In February 2026, the Air Force formally reset the programme’s schedule, targeting a first test launch in 2027 and initial operational capability in the early 2030s, according to Air & Space Forces Magazine. This revised timeline followed a critical Nunn–McCurdy breach triggered by significant cost growth, which forced the Pentagon to revalidate the programme and restructure its acquisition framework.
The restructuring process, expected to conclude by the end of 2026, has already reshaped key assumptions. Instead of refurbishing legacy Minuteman III silos, the Air Force is now moving toward building new infrastructure, reflecting the scale of technical and cost uncertainties embedded in the original design.
Despite this reset, official messaging has shifted toward acceleration. Recent statements from both the Air Force and industry emphasise “progress” and “momentum,” highlighting component-level advances and infrastructure prototyping. However, these developments unfold against a backdrop of persistent programme risk.
Independent assessments paint a less optimistic picture. The U.S. Government Accountability Office (GAO) indicates that Sentinel is already years behind its original schedule, with early projections placing the first full flight no earlier than 2028. Software development delays and system integration challenges continue to pose “significant risks,” potentially extending reliance on the ageing Minuteman III fleet well beyond previously planned timelines.

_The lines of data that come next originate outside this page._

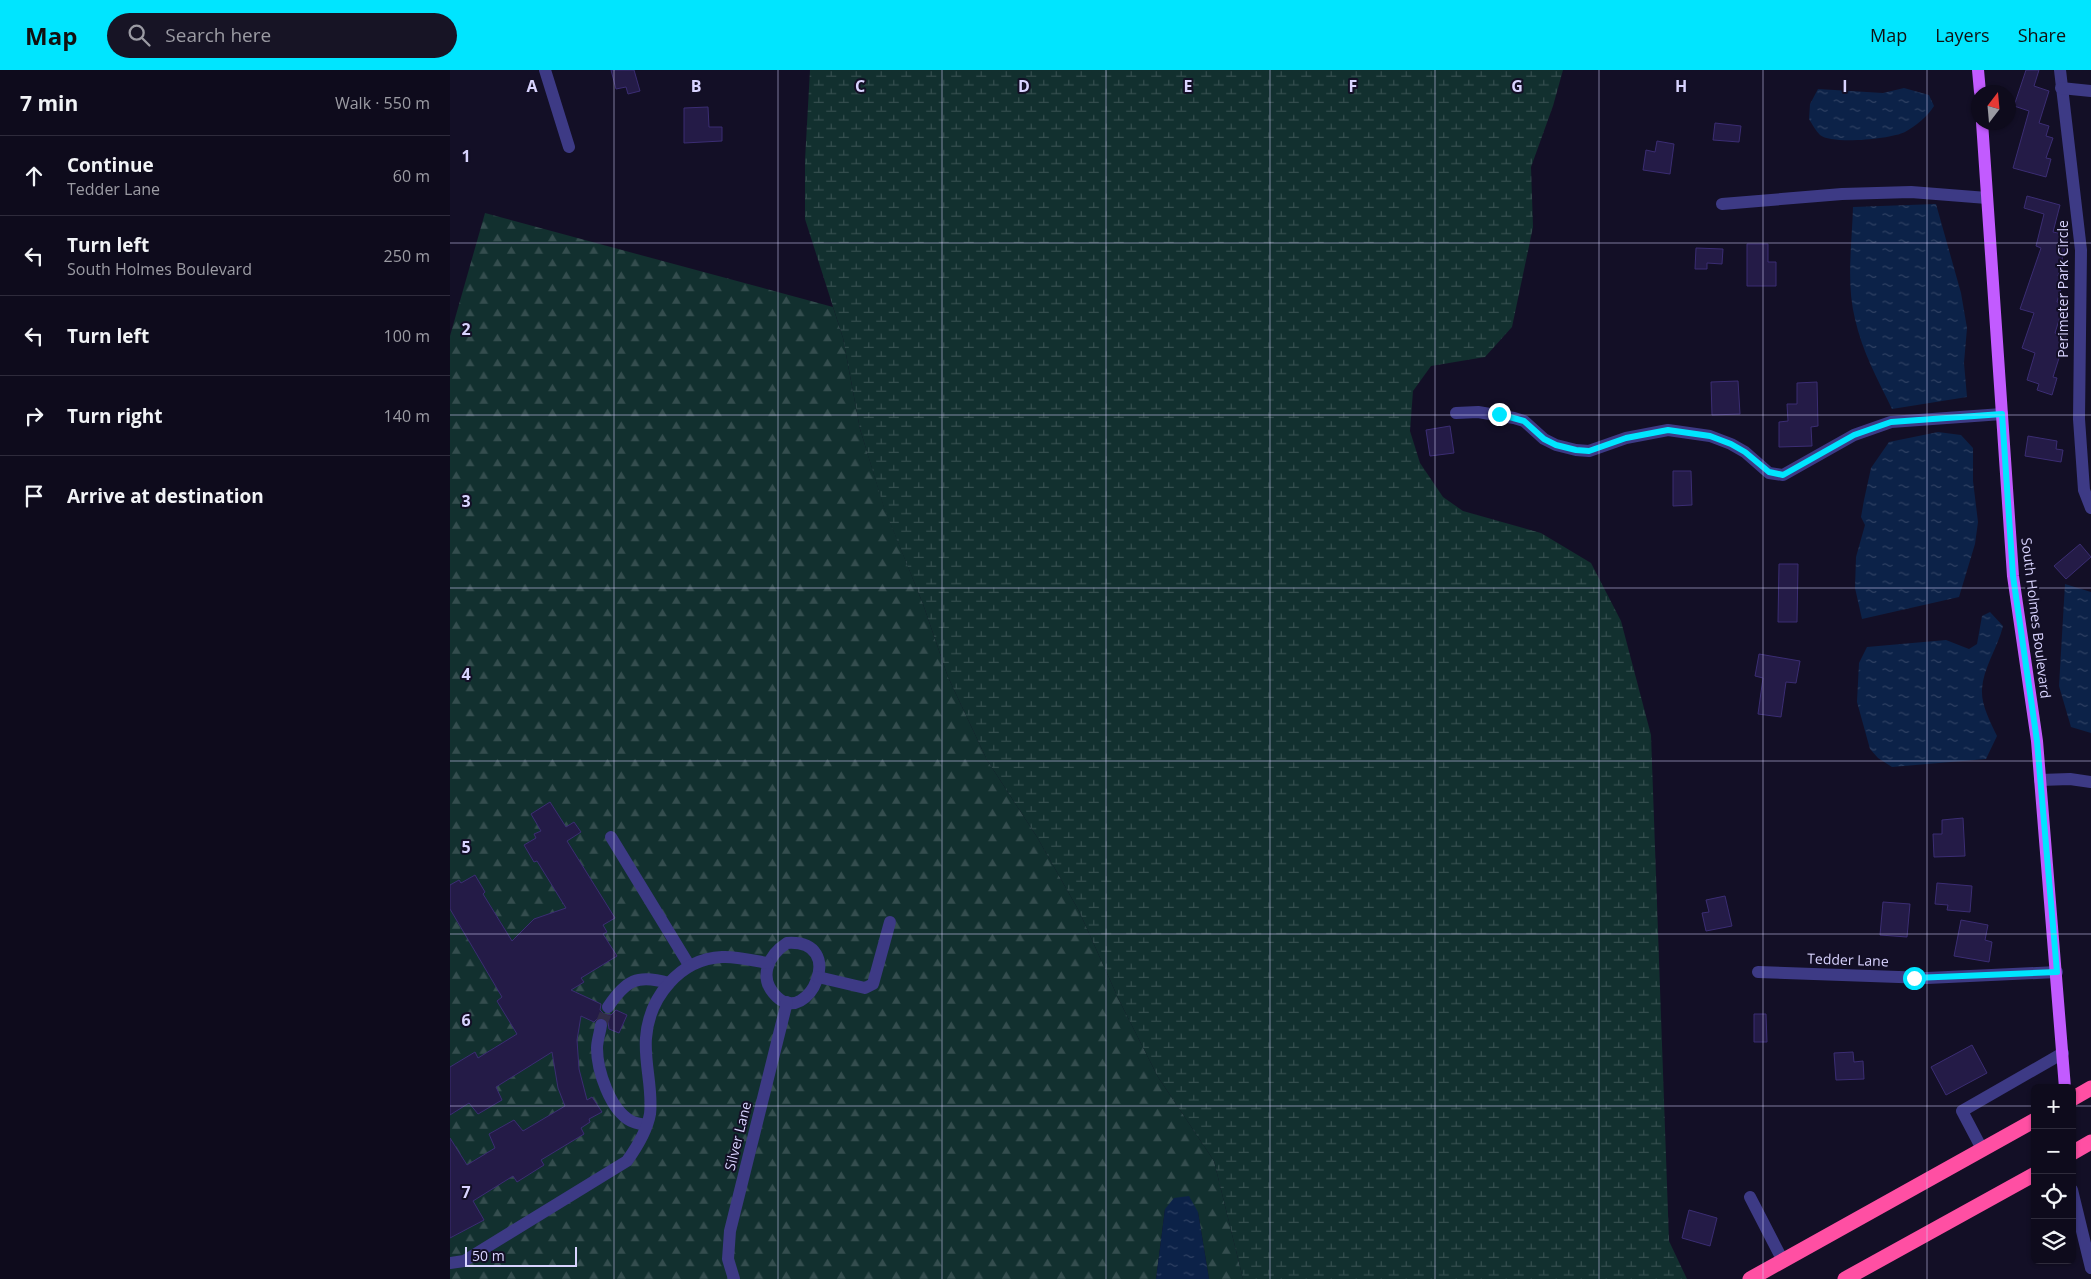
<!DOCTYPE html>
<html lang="en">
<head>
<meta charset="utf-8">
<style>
	:root { --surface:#0e0b1c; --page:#171425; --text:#f1f3f6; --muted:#9b9ba3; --line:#2e2b3b; --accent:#00e5ff }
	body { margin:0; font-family:"Open Sans",sans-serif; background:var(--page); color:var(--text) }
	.controls { position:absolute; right:15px; bottom:15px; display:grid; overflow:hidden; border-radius:8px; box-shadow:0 1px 4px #0004 }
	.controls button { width:45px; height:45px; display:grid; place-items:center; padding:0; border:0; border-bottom:1px solid var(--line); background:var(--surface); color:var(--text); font:25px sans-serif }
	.compass { position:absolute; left:1521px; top:15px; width:45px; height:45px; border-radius:50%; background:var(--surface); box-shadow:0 1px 4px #0004; rotate:16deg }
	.scale { position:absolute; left:15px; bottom:12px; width:112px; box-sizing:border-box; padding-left:5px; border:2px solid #d9d4ff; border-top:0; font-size:14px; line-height:18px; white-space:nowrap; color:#d9d4ff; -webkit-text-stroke:4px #130f26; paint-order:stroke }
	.stop { position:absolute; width:15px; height:15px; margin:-11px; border:4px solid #00e5ff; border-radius:50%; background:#fff }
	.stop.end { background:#00e5ff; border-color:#fff; box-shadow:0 1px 5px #0008 }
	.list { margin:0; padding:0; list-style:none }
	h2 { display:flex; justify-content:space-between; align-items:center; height:65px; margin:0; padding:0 20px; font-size:21px }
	h2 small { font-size:16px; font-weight:400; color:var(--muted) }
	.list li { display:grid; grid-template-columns:32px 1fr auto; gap:15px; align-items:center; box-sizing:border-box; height:80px; padding:0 20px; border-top:1px solid var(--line) }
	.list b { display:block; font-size:19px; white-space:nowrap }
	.list p { margin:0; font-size:16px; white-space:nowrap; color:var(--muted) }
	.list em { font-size:16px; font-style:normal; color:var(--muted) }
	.icon { flex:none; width:28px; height:28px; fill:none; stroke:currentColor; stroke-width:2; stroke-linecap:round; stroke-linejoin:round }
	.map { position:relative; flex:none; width:1641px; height:1209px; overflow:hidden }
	header { display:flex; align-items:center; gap:30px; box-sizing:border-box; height:70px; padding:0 25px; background:var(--accent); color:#111 }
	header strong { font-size:24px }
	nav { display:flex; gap:28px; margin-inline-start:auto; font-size:18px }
	.search { width:350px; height:45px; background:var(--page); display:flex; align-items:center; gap:12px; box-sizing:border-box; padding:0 18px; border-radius:28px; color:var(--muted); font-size:19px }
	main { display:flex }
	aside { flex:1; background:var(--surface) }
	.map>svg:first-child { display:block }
</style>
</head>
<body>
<header>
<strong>Map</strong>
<div class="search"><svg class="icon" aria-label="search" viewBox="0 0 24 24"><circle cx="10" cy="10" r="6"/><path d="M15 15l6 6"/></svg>Search here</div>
<nav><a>Map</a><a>Layers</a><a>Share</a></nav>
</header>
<main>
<aside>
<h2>7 min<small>Walk · 550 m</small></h2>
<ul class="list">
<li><svg class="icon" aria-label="ahead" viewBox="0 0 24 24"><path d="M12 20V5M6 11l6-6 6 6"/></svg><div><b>Continue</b><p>Tedder Lane</p></div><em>60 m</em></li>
<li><svg class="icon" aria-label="left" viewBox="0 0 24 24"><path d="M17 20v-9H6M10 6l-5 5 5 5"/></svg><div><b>Turn left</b><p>South Holmes Boulevard</p></div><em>250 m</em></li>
<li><svg class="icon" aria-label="left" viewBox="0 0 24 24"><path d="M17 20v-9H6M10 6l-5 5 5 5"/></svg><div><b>Turn left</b></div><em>100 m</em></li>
<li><svg class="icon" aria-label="right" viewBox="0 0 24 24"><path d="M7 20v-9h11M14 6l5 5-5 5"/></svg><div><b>Turn right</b></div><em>140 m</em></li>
<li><svg class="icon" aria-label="arrive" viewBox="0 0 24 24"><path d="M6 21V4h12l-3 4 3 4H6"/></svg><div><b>Arrive at destination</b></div></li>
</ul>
</aside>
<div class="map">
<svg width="1641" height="1209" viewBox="0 0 1641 1209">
	<defs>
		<pattern id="forest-firs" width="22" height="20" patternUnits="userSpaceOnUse" patternTransform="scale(1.25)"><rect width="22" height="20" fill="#12302f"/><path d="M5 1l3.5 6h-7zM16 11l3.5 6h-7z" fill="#344d4e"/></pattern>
		<pattern id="wetland-marsh" width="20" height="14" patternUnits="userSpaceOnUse" patternTransform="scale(1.25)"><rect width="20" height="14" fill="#12302f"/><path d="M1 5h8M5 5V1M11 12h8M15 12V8" fill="none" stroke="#344d4e"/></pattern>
		<pattern id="water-ripples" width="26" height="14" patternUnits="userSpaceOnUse" patternTransform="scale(1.25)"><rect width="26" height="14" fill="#0c2248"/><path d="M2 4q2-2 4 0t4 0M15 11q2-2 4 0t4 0" fill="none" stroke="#2f4163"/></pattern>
	</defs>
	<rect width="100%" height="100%" fill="#130f26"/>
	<path fill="url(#forest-firs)" d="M35,143L383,237L393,268L410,359L434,437L473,534L498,607L537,690L587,767L629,841L669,930L708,1007L764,1091L793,1209H759L748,1142L715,1139L706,1209H0V266Z"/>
	<path fill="url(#wetland-marsh)" d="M360,0H1113L1103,36L1081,97L1083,157L1062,257L1035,287L981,296L963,321L960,361L970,393L993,427L1013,441L1091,463L1141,493L1171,551L1201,665L1219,1171L1237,1209H793L764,1091L708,1007L669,930L629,841L587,767L537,690L498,607L473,534L434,438L410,359L393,268L355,149V90Z"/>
	<g fill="url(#water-ripples)">
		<path d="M1454,18L1479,25L1484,36C1478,46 1466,56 1455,62C1441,69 1382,75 1370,65C1366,61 1362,54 1359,49L1360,34L1368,19L1433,23Z"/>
		<path d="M1486,134L1511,223L1517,258L1514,293L1517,327L1442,339C1428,310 1412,281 1405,249C1396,213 1402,174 1403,137Z"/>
		<path d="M1488,362L1511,365L1523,378V411L1528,452L1525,474L1509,527L1412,549L1405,518L1406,487L1415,455L1411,447L1414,430L1421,398L1439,372Z"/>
		<path d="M1615,514L1641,522V663L1621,657L1609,616Z"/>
		<path d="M1540,542L1553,556C1548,577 1533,598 1532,619C1531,635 1540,651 1547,666L1536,689L1442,697L1428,688L1420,679L1407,632L1409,593L1417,577L1496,570L1519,579L1527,574L1532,546Z"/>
		<path d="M739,1126L748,1142L759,1209H706L715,1139L724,1128Z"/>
	</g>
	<g fill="#241b47" stroke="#3b2d73">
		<path d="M161,0H184L190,21L178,24L176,17L166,19Z"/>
		<path d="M1576,0H1589L1584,16L1599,21L1589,53L1599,56L1596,66L1603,68L1596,88L1601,89L1596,107L1563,98L1579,41L1564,36Z"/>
		<path d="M258,37L259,57H272V71L234,73V38Z"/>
		<path d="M1265,53L1291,56L1289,72L1263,70Z"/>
		<path d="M1207,71L1224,74L1220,104L1193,100L1196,80L1205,82Z"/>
		<path d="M1577,126L1610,135L1603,162L1618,165L1608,206L1614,208L1607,232L1614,234L1605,263L1616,266L1603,307L1607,308L1602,325L1587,320L1589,314L1577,310L1585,283L1572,278L1584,243L1570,239L1591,178L1586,176L1594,144L1574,138Z"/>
		<path d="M1297,174H1318V192H1326V216H1297Z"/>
		<path d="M1246,178L1273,179L1272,194L1257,193V199H1245Z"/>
		<path d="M1288,311L1290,344L1262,345L1261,312Z"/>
		<path d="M1367,312L1368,356L1361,357L1362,376L1329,377V352L1338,351L1337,334H1347V313Z"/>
		<path d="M1000,356L1004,383L980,386L976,360Z"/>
		<path d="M1578,366L1607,371L1606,379L1613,380L1611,392L1575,386Z"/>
		<path d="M1223,401H1241L1242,435L1223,436Z"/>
		<path d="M1630,474L1641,487L1616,509L1604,496Z"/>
		<path d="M1329,494H1348L1347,552H1328Z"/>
		<path d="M1309,584L1350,591L1346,613L1336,612L1331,647L1308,644L1313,608L1305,606Z"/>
		<path d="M100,732L116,757L124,752L131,762L117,771L165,848L153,855L157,862L153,864L167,886L131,908L134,912L121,920L151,934L150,940L154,944L161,945L166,940L177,945L169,963L159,959L158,952L153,947L148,948L144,952L131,946L127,970L129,999L137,1030L142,1027L152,1042L139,1049L140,1052L131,1058L134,1064L91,1090L94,1095L67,1112L63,1106L23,1131L34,1150L0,1168V1068L17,1095L45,1078L39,1064L64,1050L73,1061L115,1036L108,1018L102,982L46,1017L52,1030L28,1044L19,1033L0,1045V997L25,982L28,988L67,964L47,931L52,927L0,839V815L9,810L11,813L25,805L35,822L33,824L62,871L84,849L116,838L87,791L84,792L74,775L86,768L84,764L91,761L81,744Z"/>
		<path d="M1513,748L1515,786L1484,787L1483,764H1492V750Z"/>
		<path d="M1487,813L1522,816L1520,842L1497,840L1498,835L1485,834Z"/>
		<path d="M1275,826L1282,856L1256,861L1252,843L1259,842L1256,830Z"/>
		<path d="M1433,832L1460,834L1457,867L1430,865Z"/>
		<path d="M1511,850L1538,855L1535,870L1542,872L1539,892L1504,886Z"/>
		<path d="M1304,944H1316L1317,972H1304Z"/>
		<path d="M1522,975L1537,1003L1496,1025L1481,997Z"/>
		<path d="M1403,982L1404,992L1413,991L1414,1009L1386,1010L1384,983Z"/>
		<path d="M1239,1140L1267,1148L1260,1176L1232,1168Z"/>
	</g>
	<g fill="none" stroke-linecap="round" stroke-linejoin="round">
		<path stroke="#312d47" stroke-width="12" stroke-dasharray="12 6" stroke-linecap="butt" d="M151,955L158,937"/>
		<g stroke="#3d3a85" stroke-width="12">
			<path d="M95,0L119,77"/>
			<path d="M1610,0L1631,180L1629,349L1634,420L1641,438"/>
			<path d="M1611,18L1641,21"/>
			<path d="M1272,134L1392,124L1461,122L1537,128"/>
			<path d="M1006,343L1028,342L1064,348L1074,351L1094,369L1106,375L1126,380L1139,381L1176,368L1218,360L1260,366L1281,374L1295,382L1319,403L1333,405L1404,365L1441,352L1552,344"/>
			<path d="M1590,710L1620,709L1641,712"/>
			<path d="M161,767L239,895"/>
			<path d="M337,873C399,869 358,957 327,927C308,909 317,886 337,873Z"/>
			<path d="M1308,902L1477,908L1607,902"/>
			<path d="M368,907L415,918L423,914L440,852"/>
			<path d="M158,937C176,910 187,904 219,913"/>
			<path d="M151,955C150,963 147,971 147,978C147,1000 160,1040 181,1051C185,1053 191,1054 196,1055"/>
			<path d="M1532,1079L1512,1041L1613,983"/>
			<path d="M1622,1120L1641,1198"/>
			<path d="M1300,1127L1333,1191"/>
			<path d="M0,1193L14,1191L177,1091C187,1077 197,1061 200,1044C203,1019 194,993 196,968C199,927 230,889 272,887C287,886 304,891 318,893"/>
			<path d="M284,1209L278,1189L280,1161L337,932"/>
		</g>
		<g stroke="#c25bff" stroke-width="12">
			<path d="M1528,0L1530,22"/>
			<path d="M1532,52L1563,506L1587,671L1615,1018"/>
		</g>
		<g stroke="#ff4fa3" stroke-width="15">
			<path d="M1622,1029L1641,1018"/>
			<path d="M1622,1083L1641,1072"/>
			<path d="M1300,1209L1585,1050"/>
			<path d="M1395,1209L1585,1104"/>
		</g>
	</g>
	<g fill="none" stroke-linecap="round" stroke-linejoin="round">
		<path stroke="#00e5ff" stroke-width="6" d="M1049,344L1074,351L1094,369L1106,375L1126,380L1139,381L1176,368L1218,360L1260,366L1281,374L1295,382L1319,402L1333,405L1404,365L1441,352L1552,344L1563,506L1587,671L1607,902L1464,908"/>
	</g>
	<path fill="none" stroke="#d9d4ff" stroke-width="1" stroke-opacity="0.55" d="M164,0V1209M328,0V1209M492,0V1209M656,0V1209M820,0V1209M985,0V1209M1149,0V1209M1313,0V1209M1477,0V1209M0,173H1641M0,345H1641M0,518H1641M0,691H1641M0,864H1641M0,1036H1585M1622,1036H1641"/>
	<g text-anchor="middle" stroke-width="4" stroke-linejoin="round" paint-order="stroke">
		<g font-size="14" fill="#d9d4ff" stroke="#130f26">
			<text transform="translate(1613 219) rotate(-90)" y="5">Perimeter Park Circle</text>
			<text transform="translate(1586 548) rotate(83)" y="5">South Holmes Boulevard</text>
			<text transform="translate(1398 890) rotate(2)" y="5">Tedder Lane</text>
			<text transform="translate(288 1066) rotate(-76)" y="5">Silver Lane</text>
		</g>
	</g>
	<g font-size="16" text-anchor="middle" font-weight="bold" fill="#d9d4ff" stroke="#130f26" stroke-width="4" stroke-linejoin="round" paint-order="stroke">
		<text x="82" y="22">A</text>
		<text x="246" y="22">B</text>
		<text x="410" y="22">C</text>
		<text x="574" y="22">D</text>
		<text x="738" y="22">E</text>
		<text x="903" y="22">F</text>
		<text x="1067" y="22">G</text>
		<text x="1231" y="22">H</text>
		<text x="1395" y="22">I</text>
		<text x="16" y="92">1</text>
		<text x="16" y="265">2</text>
		<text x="16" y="437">3</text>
		<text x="16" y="610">4</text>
		<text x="16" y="783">5</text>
		<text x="16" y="956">6</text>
		<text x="16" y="1128">7</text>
	</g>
</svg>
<div class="controls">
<button>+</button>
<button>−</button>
<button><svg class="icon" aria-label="locate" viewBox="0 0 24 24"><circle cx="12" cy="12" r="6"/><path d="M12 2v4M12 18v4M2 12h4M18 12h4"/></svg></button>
<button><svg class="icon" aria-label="layers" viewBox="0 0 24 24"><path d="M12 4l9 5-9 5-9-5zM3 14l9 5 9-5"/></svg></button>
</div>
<svg class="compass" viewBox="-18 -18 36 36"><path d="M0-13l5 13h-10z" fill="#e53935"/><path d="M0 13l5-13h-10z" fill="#9b9ba3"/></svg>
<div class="scale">50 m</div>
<div class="stop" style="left:1464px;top:908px"></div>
<div class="stop end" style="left:1049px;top:344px"></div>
</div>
</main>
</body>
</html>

This divergence between official timelines and oversight assessments defines the programme’s current trajectory. Sentinel is no longer advancing along a stable development path; it is being rebuilt while development continues.
Yet the programme’s trajectory is not driven solely by technical considerations. As the land-based leg of the U.S. nuclear triad, Sentinel occupies a position that makes cancellation politically and strategically implausible. Even as costs rise and timelines shift, the programme continues to advance—not because its risks have been resolved, but because its role within the broader deterrence architecture leaves little room for reversal.
In this sense, Sentinel reflects a form of strategic lock-in—one in which the United States can neither stabilise the programme quickly nor step away from it. It proceeds not as a stable acquisition effort, but as a system that must be completed regardless of the growing complexity—and cost—surrounding it.